Her şey emekçi kitlelerin düzenden kopuşuna ve örgütlü mücadeleye katılmasına bağlı olacak. Bu yol yeni bir dünyaya açılır. Yoksa kapitalizmin krizinin dibi yoktur. 

Krizin dibi mi?

“Mafya kapışması” siyasi yönetim krizinin ulaştığı son biçim. Kim nerede ne yapmış, kim kiminle nasıl bağlantılıymış, saflar nasıl şekillenmiş, kim neresine kadar bu rezilliğe batmış… Hepsi karşımızda apaçık duran “yönetememe” durumunun ayrıntılarından ibarettir. 

Yönetememe krizi hiç de yeni değil. Aslında AKP bu açıdan hiç gün yüzü görmedi desek yeridir!

Gerçekten de 2002’de ilk kez seçim kazanmasından bu yana AKP bir kriz partisi olmuştur. Elbette bu kadar uzun süreden söz ettiğimizde kriz “kritikliğinden” kaybediyor. Dolayısıyla olaya biraz daha yakından bakmak gerekiyor. 

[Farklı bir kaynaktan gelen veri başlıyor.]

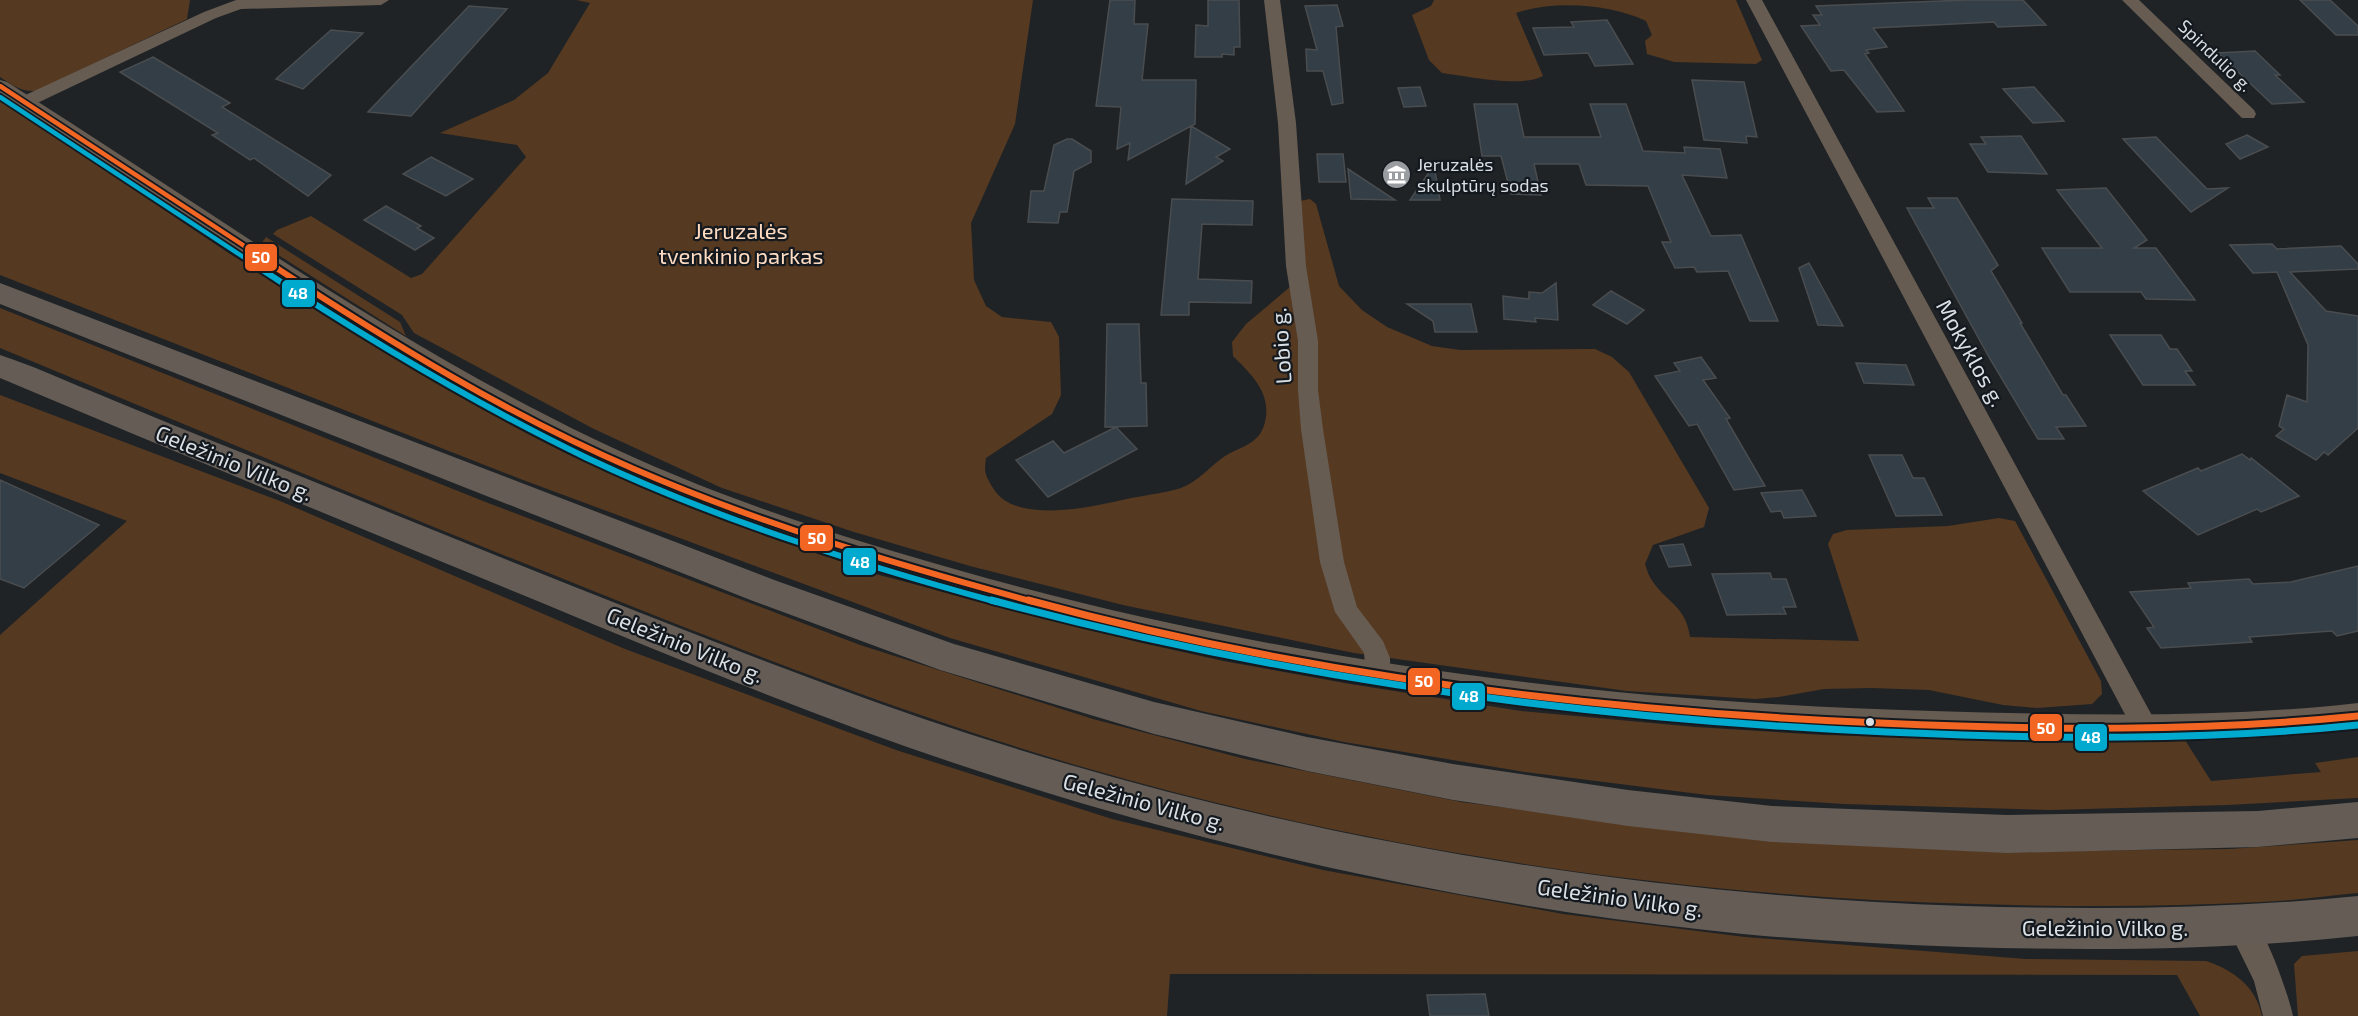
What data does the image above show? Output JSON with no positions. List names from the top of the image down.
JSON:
{
  "streets": {
    "highway": ["Geležinio Vilko g."],
    "street": ["Spindulio g.", "Lobio g.", "Mokyklos g."]
  },
  "parks": ["Jeruzalės tvenkinio parkas"],
  "places": {
    "museum": ["Jeruzalės skulptūrų sodas"]
  },
  "lines": ["transit line 50", "transit line 48"]
}
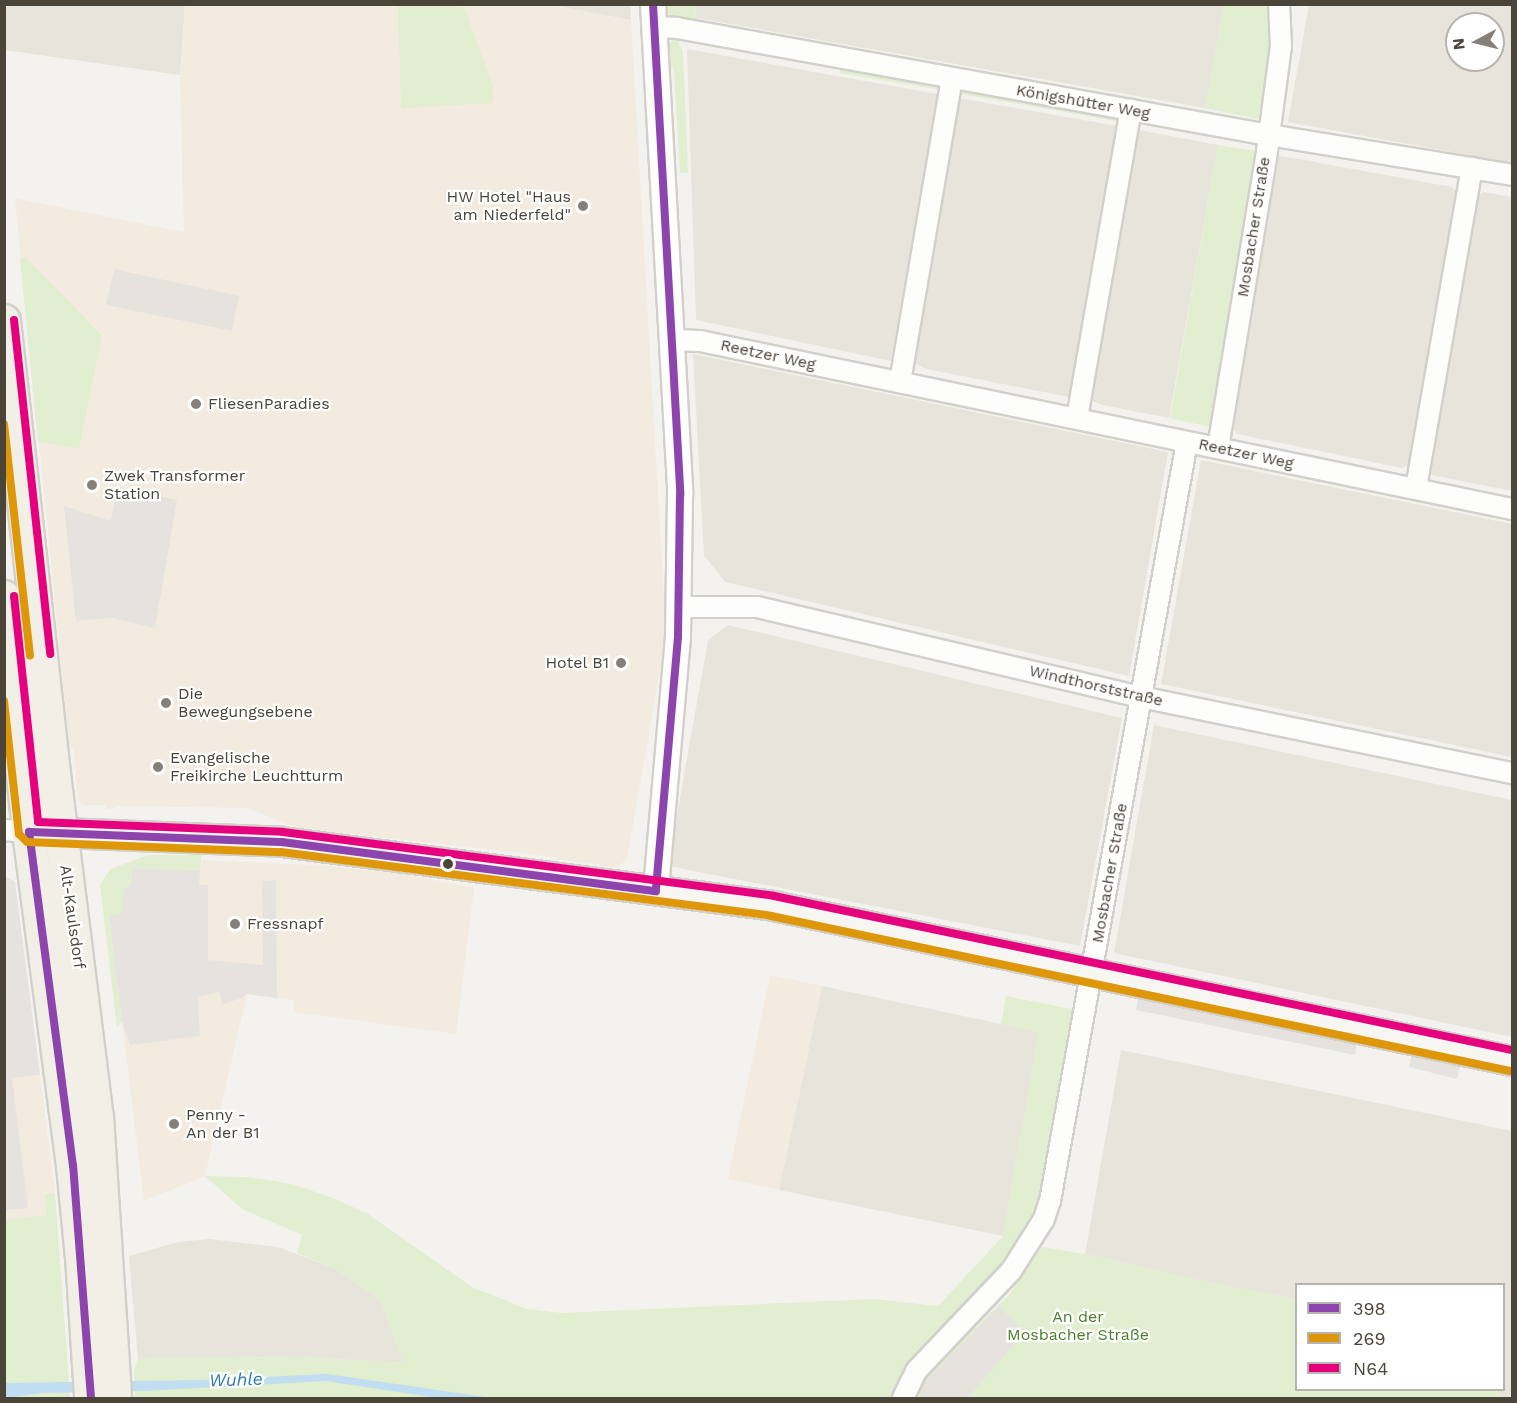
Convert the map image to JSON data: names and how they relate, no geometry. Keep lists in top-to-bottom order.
{
  "streets": {
    "main road": ["Alt-Kaulsdorf"],
    "street": [
      "Königshütter Weg",
      "Mosbacher Straße",
      "Reetzer Weg",
      "Windthorststraße"
    ]
  },
  "crossings": [
    ["Königshütter Weg", "Mosbacher Straße"],
    ["Mosbacher Straße", "Reetzer Weg"],
    ["Mosbacher Straße", "Windthorststraße"]
  ],
  "water": ["Wuhle"],
  "parks": ["An der Mosbacher Straße"],
  "places": [
    "HW Hotel \"Haus am Niederfeld\"",
    "FliesenParadies",
    "Zwek Transformer Station",
    "Hotel B1",
    "Die Bewegungsebene",
    "Evangelische Freikirche Leuchtturm",
    "Fressnapf",
    "Penny - An der B1"
  ],
  "lines": ["transit line 398", "transit line N64", "transit line 269"],
  "legend": ["398", "269", "N64"],
  "north": "left"
}
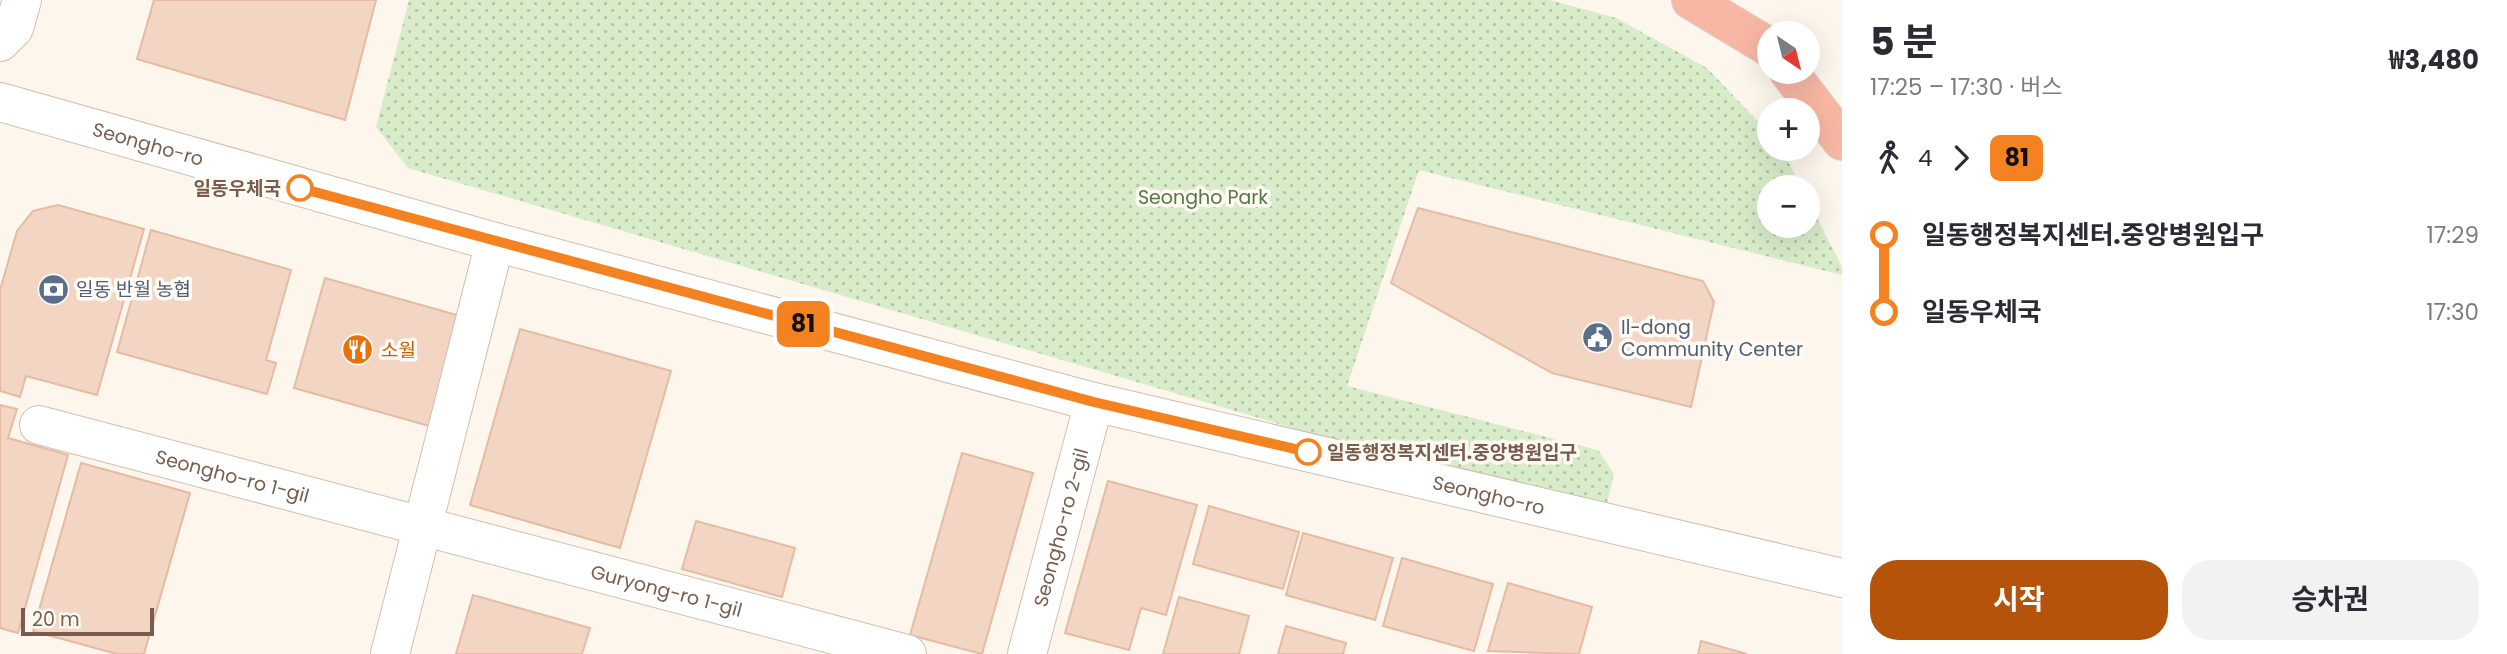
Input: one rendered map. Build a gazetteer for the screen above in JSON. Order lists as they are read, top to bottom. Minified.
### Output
{"streets":{"street":["Seongho-ro","Seongho-ro 1-gil","Seongho-ro 2-gil","Guryong-ro 1-gil"]},"crossings":[["Seongho-ro","Seongho-ro 2-gil"],["Seongho-ro 1-gil","Guryong-ro 1-gil"]],"parks":["Seongho Park"],"places":{"other":["일동우체국","일동행정복지센터.중앙병원입구"],"bank":["일동 반월 농협"],"public building":["Il-dong Community Center"],"restaurant":["소월"]},"lines":["bus line 81"],"scale_bar":"20 m","north":"bottom right","page":{"on_map":"81","heading":["5 분","17:25 – 17:30 · 버스","₩3,480"],"map_buttons":["+","−"],"legs":["4","81"],"list":[{"name":"일동행정복지센터.중앙병원입구","value":"17:29"},{"name":"일동우체국","value":"17:30"}],"buttons":["시작","승차권"],"scale":"20 m"}}
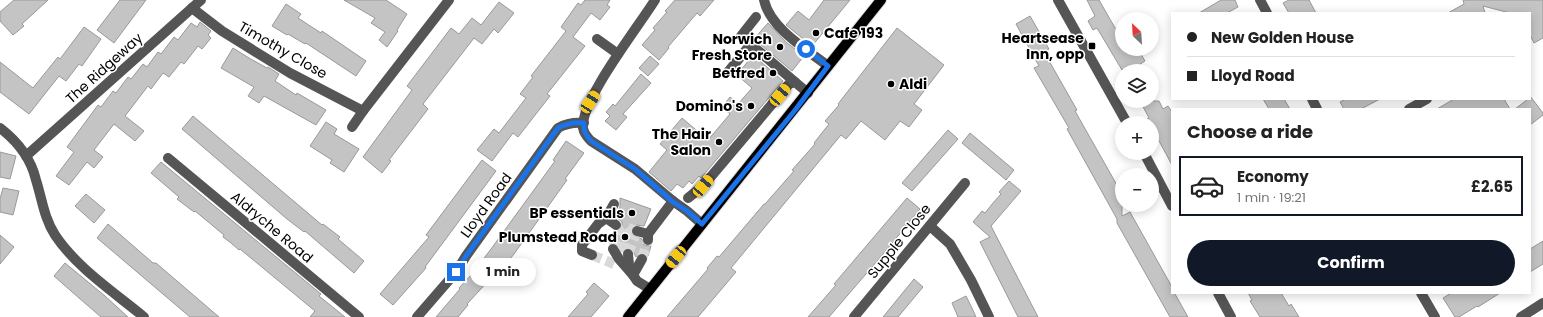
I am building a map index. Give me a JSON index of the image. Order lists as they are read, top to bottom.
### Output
{
  "streets": {
    "street": [
      "Timothy Close",
      "The Ridgeway",
      "Lloyd Road",
      "Aldryche Road",
      "Supple Close"
    ]
  },
  "crossings": [
    ["Timothy Close", "The Ridgeway"]
  ],
  "places": {
    "other": [
      "Cafe 193",
      "Norwich Fresh Store",
      "Betfred",
      "Aldi",
      "Domino's",
      "The Hair Salon",
      "BP essentials",
      "Plumstead Road"
    ],
    "transit": ["Heartsease Inn, opp"]
  },
  "north": "top left",
  "page": {
    "map_buttons": ["+", "−"],
    "banner": ["New Golden House", "Lloyd Road"],
    "heading": "Choose a ride",
    "list": [
      {
        "name": "Economy",
        "note": "1 min · 19:21",
        "value": "£2.65"
      }
    ],
    "buttons": "Confirm",
    "bubble": "1 min"
  }
}
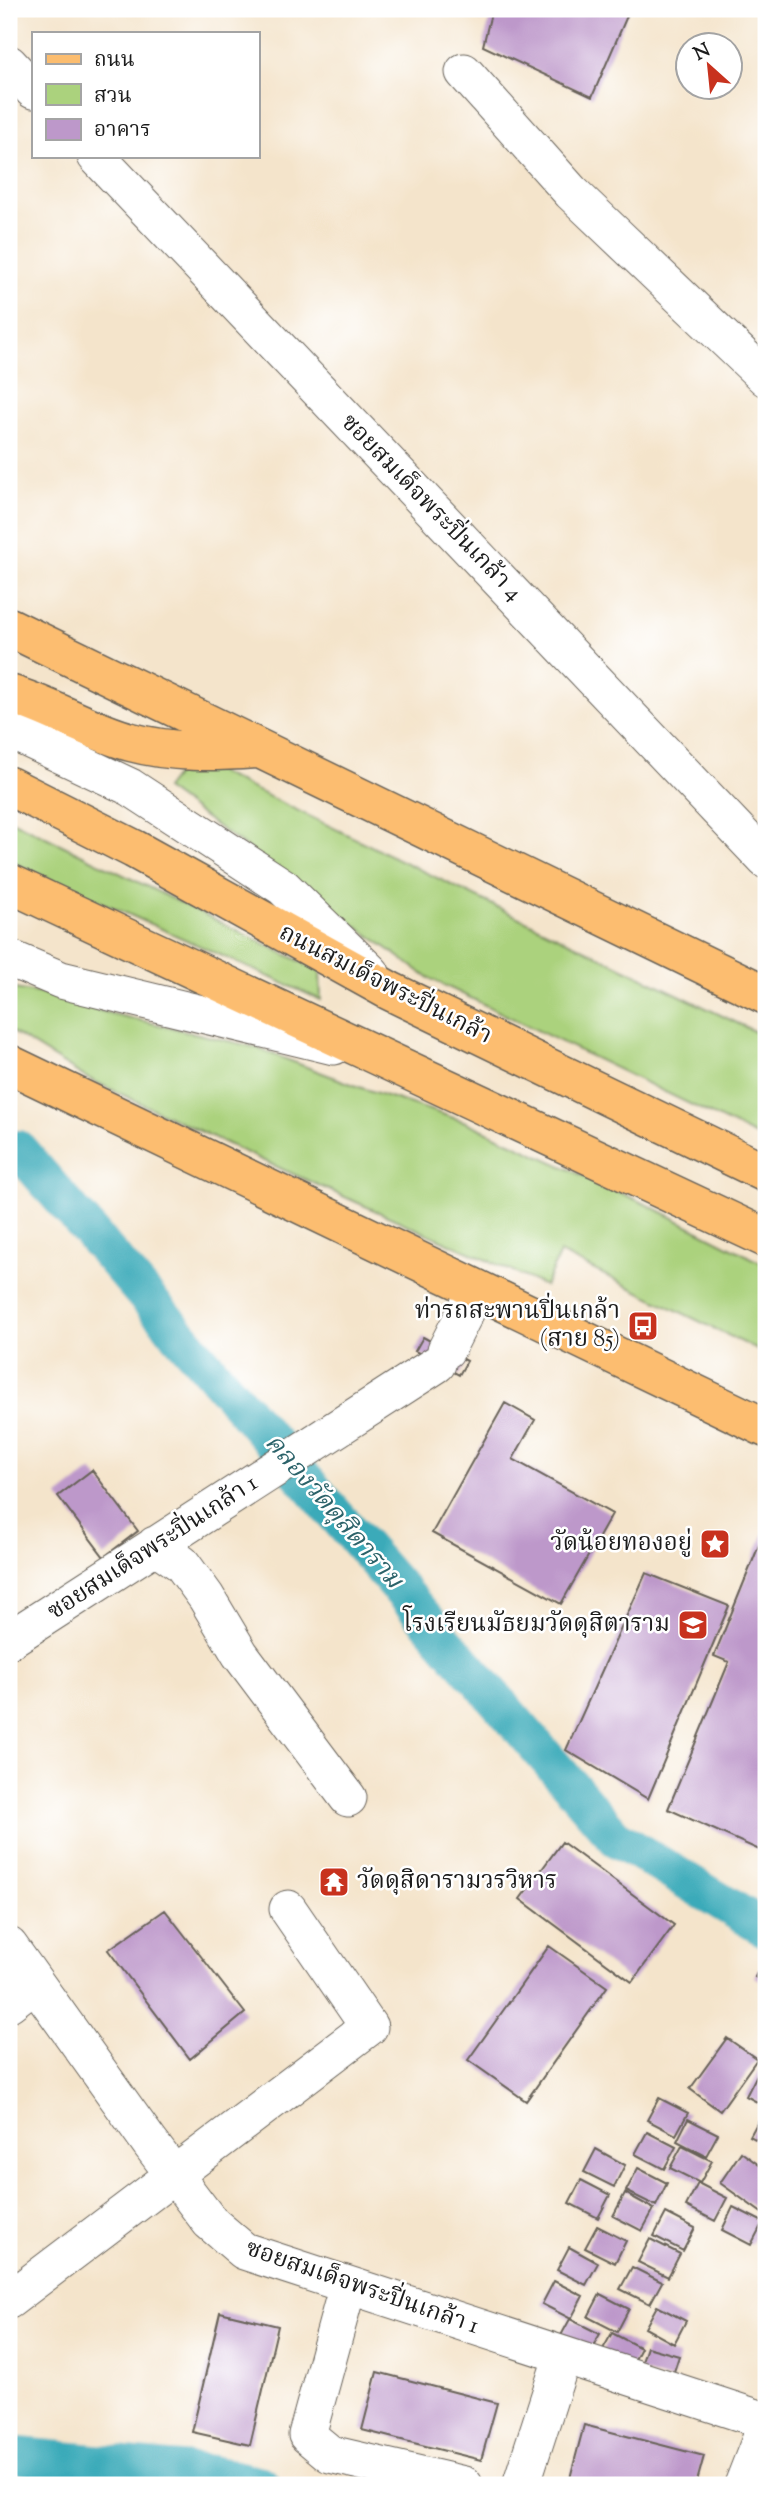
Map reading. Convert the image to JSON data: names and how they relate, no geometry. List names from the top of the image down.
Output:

Egemen güçler açısından bakıldığında, yayılabileceği düzlemlerden birine veya birkaçına sıkıştırılan bir kriz büyük ölçüde hallolmuş demektir. Biliyoruz, “sadece” ekonomik bir kriz üzer ama yıkmaz. AKP, hep şikâyet ettiği gibi toplumun ideolojik ve kültürel yapılanmasını hiç avucunun içine alamamış, bu anlamda dinci gerici ideoloji topluma egemen hale gelmemiştir. Bu çelişki elbette krizin ideolojik planda sürüp gitmesi anlamına gelmiş, ama yine, “yıkmamıştır.” Belki de en ağır krizler siyasal yönetim boyutunda yaşanmış, AKP “olağan bir statü” yaratmayı hiç becerememiş, en sonunda olağanüstü yönetim biçimi olarak -kararnameler, ohal’ler derken- başkanlık sistemini icat etmiş, ama bu sistem ilk gününden itibaren kamuoyunda hep “bu günler de geçer” izlenimi bırakmıştır. Sürekli değişim beklenerek krizden çıkılmaz.

Kriz partisi AKP’nin bir ömür iktidar olduktan sonra hâlâ istikrar vaatlerinde bulunması baştan aşağı saçmadır. Giderek AKP’nin temel vaadi, şu an herkesin elinde tuttuğu gücü çalıp çırpmak için kullanması yönünde bir acayip çağrıya dönüştü. İktidar bir yağmanın sürdürülmesini vaat ediyor! Bu bir “düzen” değil. Egemen güçler düzen ister. Kriz yorgunu kitlelerse bir biçimde düze çıkmayı arzular. AKP için bu defter kapanmıştır. Bugün gelinen nokta itibariyle AKP bu istekleri tatmin edebilecek bir parti olma olasılığını sıfırlamıştır.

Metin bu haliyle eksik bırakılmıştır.